* Your instructions *
Where does the word "roads" show up in the records? Copy every line that has it.

(Collected data entries)
*** Begin section ***
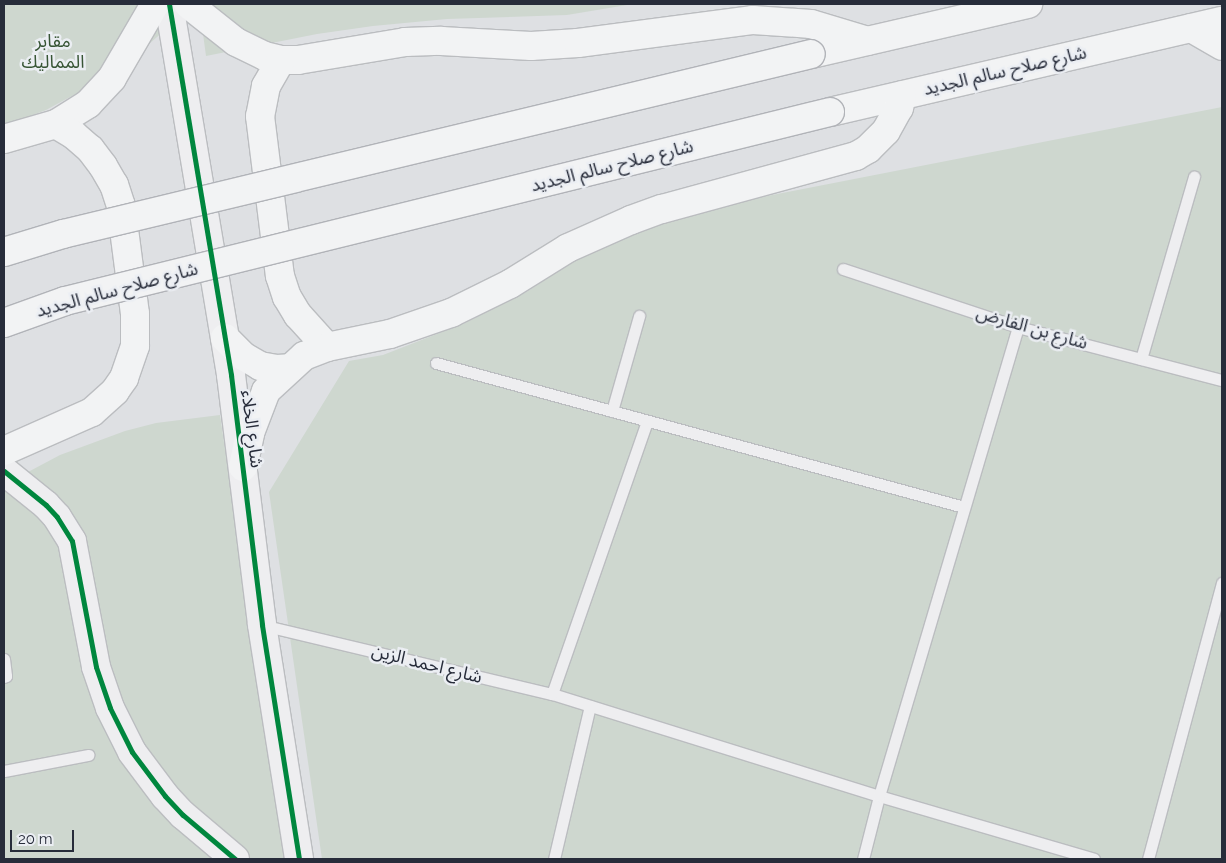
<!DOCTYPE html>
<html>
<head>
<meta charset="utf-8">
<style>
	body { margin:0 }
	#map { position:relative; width:1226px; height:863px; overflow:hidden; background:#dee0e3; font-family:Raleway,"Noto Sans Arabic",sans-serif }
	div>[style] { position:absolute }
	.green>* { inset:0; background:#ced7cf }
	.roads { filter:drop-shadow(1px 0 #bbbdc0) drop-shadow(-1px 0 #bbbdc0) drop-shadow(0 1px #bbbdc0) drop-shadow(0 -1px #bbbdc0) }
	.service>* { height:11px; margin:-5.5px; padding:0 5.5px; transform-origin:5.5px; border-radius:5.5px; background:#eeeef0 }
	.tertiary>* { height:28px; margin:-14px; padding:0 14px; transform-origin:14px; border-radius:14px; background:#eeeef0 }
	.trunk>* { height:28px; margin:-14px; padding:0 14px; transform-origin:14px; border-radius:14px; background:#f2f3f4 }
	.bridges { filter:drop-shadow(1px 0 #b1b3b8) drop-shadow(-1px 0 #b1b3b8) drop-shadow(0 1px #b1b3b8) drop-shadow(0 -1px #b1b3b8) }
	.trunk-bridge>* { height:28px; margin:-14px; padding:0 14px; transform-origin:14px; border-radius:14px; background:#f2f3f4 }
	.cycleway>* { height:5px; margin:-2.5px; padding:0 2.5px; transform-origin:2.5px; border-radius:2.5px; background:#00873e }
	span { translate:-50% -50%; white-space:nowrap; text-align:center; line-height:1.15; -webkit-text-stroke:5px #ebeef3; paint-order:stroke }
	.park-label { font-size:18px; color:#375535 }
	.street-label { font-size:18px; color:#272c3a }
	.frame { position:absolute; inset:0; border:5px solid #272c3a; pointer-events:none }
	.scale { position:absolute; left:10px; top:830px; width:64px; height:22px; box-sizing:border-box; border:2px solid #272c3a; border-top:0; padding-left:6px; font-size:15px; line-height:18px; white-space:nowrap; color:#272c3a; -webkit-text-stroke:4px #ebeef3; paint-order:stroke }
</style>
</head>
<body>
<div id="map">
	<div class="green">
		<i style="clip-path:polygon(4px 4px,160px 4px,164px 31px,142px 50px,94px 84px,46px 110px,4px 126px)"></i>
		<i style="clip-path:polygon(199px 4px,633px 4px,567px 15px,447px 19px,373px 26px,317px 34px,206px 56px)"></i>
		<i style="clip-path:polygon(1222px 107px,1222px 859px,322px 859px,269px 492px,349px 361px,383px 355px,465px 323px,528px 291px,582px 255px,633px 228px,732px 203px)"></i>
		<i style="clip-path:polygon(220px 415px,285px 859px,4px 859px,4px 479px,28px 472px,60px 455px,125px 431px,156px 423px)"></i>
	</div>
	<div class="roads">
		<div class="service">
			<i style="left:843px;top:269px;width:184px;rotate:18.3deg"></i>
			<i style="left:1018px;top:327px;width:211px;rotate:14.6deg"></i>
			<i style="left:1141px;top:359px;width:190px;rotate:-73.8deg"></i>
			<i style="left:436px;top:363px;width:547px;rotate:15.26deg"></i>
			<i style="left:612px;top:411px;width:99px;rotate:-74.1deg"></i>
			<i style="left:262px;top:625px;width:298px;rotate:13.4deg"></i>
			<i style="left:552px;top:694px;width:343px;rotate:17.3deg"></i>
			<i style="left:879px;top:796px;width:224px;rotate:16.3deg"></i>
			<i style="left:4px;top:659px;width:17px;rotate:83deg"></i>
			<i style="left:6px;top:676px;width:2px;rotate:153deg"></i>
			<i style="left:552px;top:694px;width:289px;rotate:-70.8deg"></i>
			<i style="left:4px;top:771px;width:86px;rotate:-10.8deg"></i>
			<i style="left:554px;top:859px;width:157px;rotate:-76.8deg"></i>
			<i style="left:863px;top:859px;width:65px;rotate:-75.7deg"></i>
			<i style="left:879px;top:796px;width:489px;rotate:-73.5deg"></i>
			<i style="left:1148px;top:859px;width:286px;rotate:-75deg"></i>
		</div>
		<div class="tertiary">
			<i style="left:169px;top:4px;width:376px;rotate:80.5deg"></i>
			<i style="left:231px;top:375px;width:252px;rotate:82.9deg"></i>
			<i style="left:262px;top:625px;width:237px;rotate:81deg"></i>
			<i style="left:4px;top:471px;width:54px;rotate:39deg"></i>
			<i style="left:46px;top:505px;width:16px;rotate:47deg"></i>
			<i style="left:57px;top:517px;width:28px;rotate:58deg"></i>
			<i style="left:72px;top:541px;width:128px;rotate:79.2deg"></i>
			<i style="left:96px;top:667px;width:43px;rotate:71.1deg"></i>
			<i style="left:110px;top:708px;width:49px;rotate:63.4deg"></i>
			<i style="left:132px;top:752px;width:55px;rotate:53.1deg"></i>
			<i style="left:165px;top:796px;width:26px;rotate:47deg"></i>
			<i style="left:183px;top:815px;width:68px;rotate:40.2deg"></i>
		</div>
		<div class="trunk">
			<i style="left:188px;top:4px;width:61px;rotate:38.4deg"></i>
			<i style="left:236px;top:42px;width:32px;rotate:26deg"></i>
			<i style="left:265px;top:56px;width:16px;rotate:14deg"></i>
			<i style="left:281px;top:60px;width:17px"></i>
			<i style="left:298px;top:60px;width:109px;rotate:-9.5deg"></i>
			<i style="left:405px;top:42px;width:36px;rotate:-2deg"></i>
			<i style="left:441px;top:41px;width:90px;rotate:3.2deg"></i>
			<i style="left:531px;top:46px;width:47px;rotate:-3.7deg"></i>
			<i style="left:578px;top:43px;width:177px;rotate:-7.5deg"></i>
			<i style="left:753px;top:20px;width:58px;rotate:3.9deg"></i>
			<i style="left:811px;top:24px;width:59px;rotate:16.6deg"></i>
			<i style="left:1191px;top:28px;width:36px;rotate:30deg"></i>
			<i style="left:811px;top:54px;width:223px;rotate:-13deg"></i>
			<i style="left:281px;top:60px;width:30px;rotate:120deg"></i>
			<i style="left:266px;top:86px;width:31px;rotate:101deg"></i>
			<i style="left:260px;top:116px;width:161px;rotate:82.9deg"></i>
			<i style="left:280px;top:276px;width:22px;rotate:72deg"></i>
			<i style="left:287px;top:297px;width:21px;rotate:59deg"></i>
			<i style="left:298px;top:315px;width:43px;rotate:47.8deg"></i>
			<i style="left:830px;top:112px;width:402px;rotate:-13.1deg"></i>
			<i style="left:4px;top:139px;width:54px;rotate:-16.1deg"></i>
			<i style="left:56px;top:124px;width:38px;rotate:-32deg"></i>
			<i style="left:88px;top:104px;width:35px;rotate:-47deg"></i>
			<i style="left:112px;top:78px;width:86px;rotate:-59.8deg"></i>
			<i style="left:225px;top:338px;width:25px;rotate:45deg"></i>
			<i style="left:243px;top:356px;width:20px;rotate:30deg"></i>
			<i style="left:260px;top:366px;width:17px;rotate:10deg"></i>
			<i style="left:277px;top:369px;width:13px;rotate:-4deg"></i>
			<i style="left:4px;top:451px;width:96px;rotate:-23.9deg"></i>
			<i style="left:92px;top:412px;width:31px;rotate:-42deg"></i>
			<i style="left:115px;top:391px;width:16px;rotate:-55deg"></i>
			<i style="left:124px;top:378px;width:34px;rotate:-71deg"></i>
			<i style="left:135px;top:346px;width:32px;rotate:-90deg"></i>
			<i style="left:135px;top:314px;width:109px;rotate:-97.4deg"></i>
			<i style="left:121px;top:206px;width:22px;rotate:-108deg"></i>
			<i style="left:114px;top:185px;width:22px;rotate:-120deg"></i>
			<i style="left:103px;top:166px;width:21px;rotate:-127deg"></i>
			<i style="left:90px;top:149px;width:21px;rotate:-139deg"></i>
			<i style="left:74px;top:135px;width:21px;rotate:-149deg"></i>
			<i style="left:243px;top:467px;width:35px;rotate:-78deg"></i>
			<i style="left:250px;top:433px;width:45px;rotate:-69.1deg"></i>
			<i style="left:266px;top:391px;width:52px;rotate:-42.6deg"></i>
			<i style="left:304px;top:356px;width:25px;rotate:-21deg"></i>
			<i style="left:327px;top:347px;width:64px;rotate:-11.7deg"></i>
			<i style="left:390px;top:334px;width:65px;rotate:-19deg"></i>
			<i style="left:451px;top:313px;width:66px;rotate:-26.2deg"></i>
			<i style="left:510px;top:284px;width:68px;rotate:-31.8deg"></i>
			<i style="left:568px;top:248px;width:69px;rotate:-24deg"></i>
			<i style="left:631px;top:220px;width:33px;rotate:-20deg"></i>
			<i style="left:662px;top:209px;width:201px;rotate:-15.3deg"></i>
			<i style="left:856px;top:156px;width:14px;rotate:-30deg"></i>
			<i style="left:868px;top:149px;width:25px;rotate:-45deg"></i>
			<i style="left:886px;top:131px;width:26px;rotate:-61deg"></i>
			<i style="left:899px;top:108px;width:13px;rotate:-77deg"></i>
		</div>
	</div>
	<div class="bridges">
		<div class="trunk-bridge">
			<i style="left:4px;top:252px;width:62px;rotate:-17deg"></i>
			<i style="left:63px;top:234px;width:769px;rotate:-13.53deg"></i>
			<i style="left:4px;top:323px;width:65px;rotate:-19.8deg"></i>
			<i style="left:65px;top:301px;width:788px;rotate:-13.88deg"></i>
		</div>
	</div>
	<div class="cycleway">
		<i style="left:169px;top:4px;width:376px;rotate:80.5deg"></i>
		<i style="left:231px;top:375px;width:252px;rotate:82.9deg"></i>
		<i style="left:262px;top:625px;width:237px;rotate:81deg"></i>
		<i style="left:4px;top:471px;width:54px;rotate:39deg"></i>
		<i style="left:46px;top:505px;width:16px;rotate:47deg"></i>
		<i style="left:57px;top:517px;width:28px;rotate:58deg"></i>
		<i style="left:72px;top:541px;width:128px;rotate:79.2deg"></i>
		<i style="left:96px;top:667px;width:43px;rotate:71.1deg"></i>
		<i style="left:110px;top:708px;width:49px;rotate:63.4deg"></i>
		<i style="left:132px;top:752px;width:55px;rotate:53.1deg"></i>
		<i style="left:165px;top:796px;width:26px;rotate:47deg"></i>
		<i style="left:183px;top:815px;width:68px;rotate:40.2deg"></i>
	</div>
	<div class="park-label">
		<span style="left:53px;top:52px">مقابر<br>المماليك</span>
	</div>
	<div class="street-label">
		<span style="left:1005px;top:71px;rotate:-13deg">شارع صلاح سالم الجديد</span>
		<span style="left:612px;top:166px;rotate:-14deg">شارع صلاح سالم الجديد</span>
		<span style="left:117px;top:290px;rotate:-15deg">شارع صلاح سالم الجديد</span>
		<span style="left:1032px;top:328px;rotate:16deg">شارع بن الفارض</span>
		<span style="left:252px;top:429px;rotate:83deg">شارع الخلاء</span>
		<span style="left:427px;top:664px;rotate:14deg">شارع احمد الزين</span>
	</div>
	<div class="frame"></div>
	<div class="scale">20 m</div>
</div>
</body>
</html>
*** End section ***
* Output for this exercise *
	.roads { filter:drop-shadow(1px 0 #bbbdc0) drop-shadow(-1px 0 #bbbdc0) drop-shadow(0 1px #bbbdc0) drop-shadow(0 -1px #bbbdc0) }
	<div class="roads">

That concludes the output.